Listed records =

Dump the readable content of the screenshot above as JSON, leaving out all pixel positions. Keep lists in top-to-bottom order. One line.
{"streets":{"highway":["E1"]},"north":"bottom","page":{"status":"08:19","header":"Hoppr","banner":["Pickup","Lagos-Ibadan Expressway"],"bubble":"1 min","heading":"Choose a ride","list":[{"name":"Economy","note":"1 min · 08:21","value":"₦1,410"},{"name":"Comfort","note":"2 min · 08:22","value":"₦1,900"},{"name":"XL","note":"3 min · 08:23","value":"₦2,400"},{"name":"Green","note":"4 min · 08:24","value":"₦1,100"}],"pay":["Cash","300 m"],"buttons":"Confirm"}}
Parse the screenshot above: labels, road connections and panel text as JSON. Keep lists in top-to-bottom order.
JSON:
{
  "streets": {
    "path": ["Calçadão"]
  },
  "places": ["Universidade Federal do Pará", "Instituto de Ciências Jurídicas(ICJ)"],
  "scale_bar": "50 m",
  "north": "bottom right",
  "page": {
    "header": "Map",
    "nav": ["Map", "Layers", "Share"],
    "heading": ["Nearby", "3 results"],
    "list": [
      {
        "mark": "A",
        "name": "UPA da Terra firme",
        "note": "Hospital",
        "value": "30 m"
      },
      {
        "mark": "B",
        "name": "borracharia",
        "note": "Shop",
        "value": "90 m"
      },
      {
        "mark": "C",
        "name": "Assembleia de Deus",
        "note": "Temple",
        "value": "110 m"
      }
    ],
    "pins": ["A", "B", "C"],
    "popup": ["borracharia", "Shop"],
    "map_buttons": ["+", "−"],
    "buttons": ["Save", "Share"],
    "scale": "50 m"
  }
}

About this task =
Transcribe the whole listing with every word preserved.

Expected answer =
Dump the readable content of the screenshot above as JSON, leaving out all pixel positions. Keep lists in top-to-bottom order. One line.
{"streets":{"highway":["E1"]},"north":"bottom","page":{"status":"08:19","header":"Hoppr","banner":["Pickup","Lagos-Ibadan Expressway"],"bubble":"1 min","heading":"Choose a ride","list":[{"name":"Economy","note":"1 min · 08:21","value":"₦1,410"},{"name":"Comfort","note":"2 min · 08:22","value":"₦1,900"},{"name":"XL","note":"3 min · 08:23","value":"₦2,400"},{"name":"Green","note":"4 min · 08:24","value":"₦1,100"}],"pay":["Cash","300 m"],"buttons":"Confirm"}}
Parse the screenshot above: labels, road connections and panel text as JSON. Keep lists in top-to-bottom order.
JSON:
{
  "streets": {
    "path": ["Calçadão"]
  },
  "places": ["Universidade Federal do Pará", "Instituto de Ciências Jurídicas(ICJ)"],
  "scale_bar": "50 m",
  "north": "bottom right",
  "page": {
    "header": "Map",
    "nav": ["Map", "Layers", "Share"],
    "heading": ["Nearby", "3 results"],
    "list": [
      {
        "mark": "A",
        "name": "UPA da Terra firme",
        "note": "Hospital",
        "value": "30 m"
      },
      {
        "mark": "B",
        "name": "borracharia",
        "note": "Shop",
        "value": "90 m"
      },
      {
        "mark": "C",
        "name": "Assembleia de Deus",
        "note": "Temple",
        "value": "110 m"
      }
    ],
    "pins": ["A", "B", "C"],
    "popup": ["borracharia", "Shop"],
    "map_buttons": ["+", "−"],
    "buttons": ["Save", "Share"],
    "scale": "50 m"
  }
}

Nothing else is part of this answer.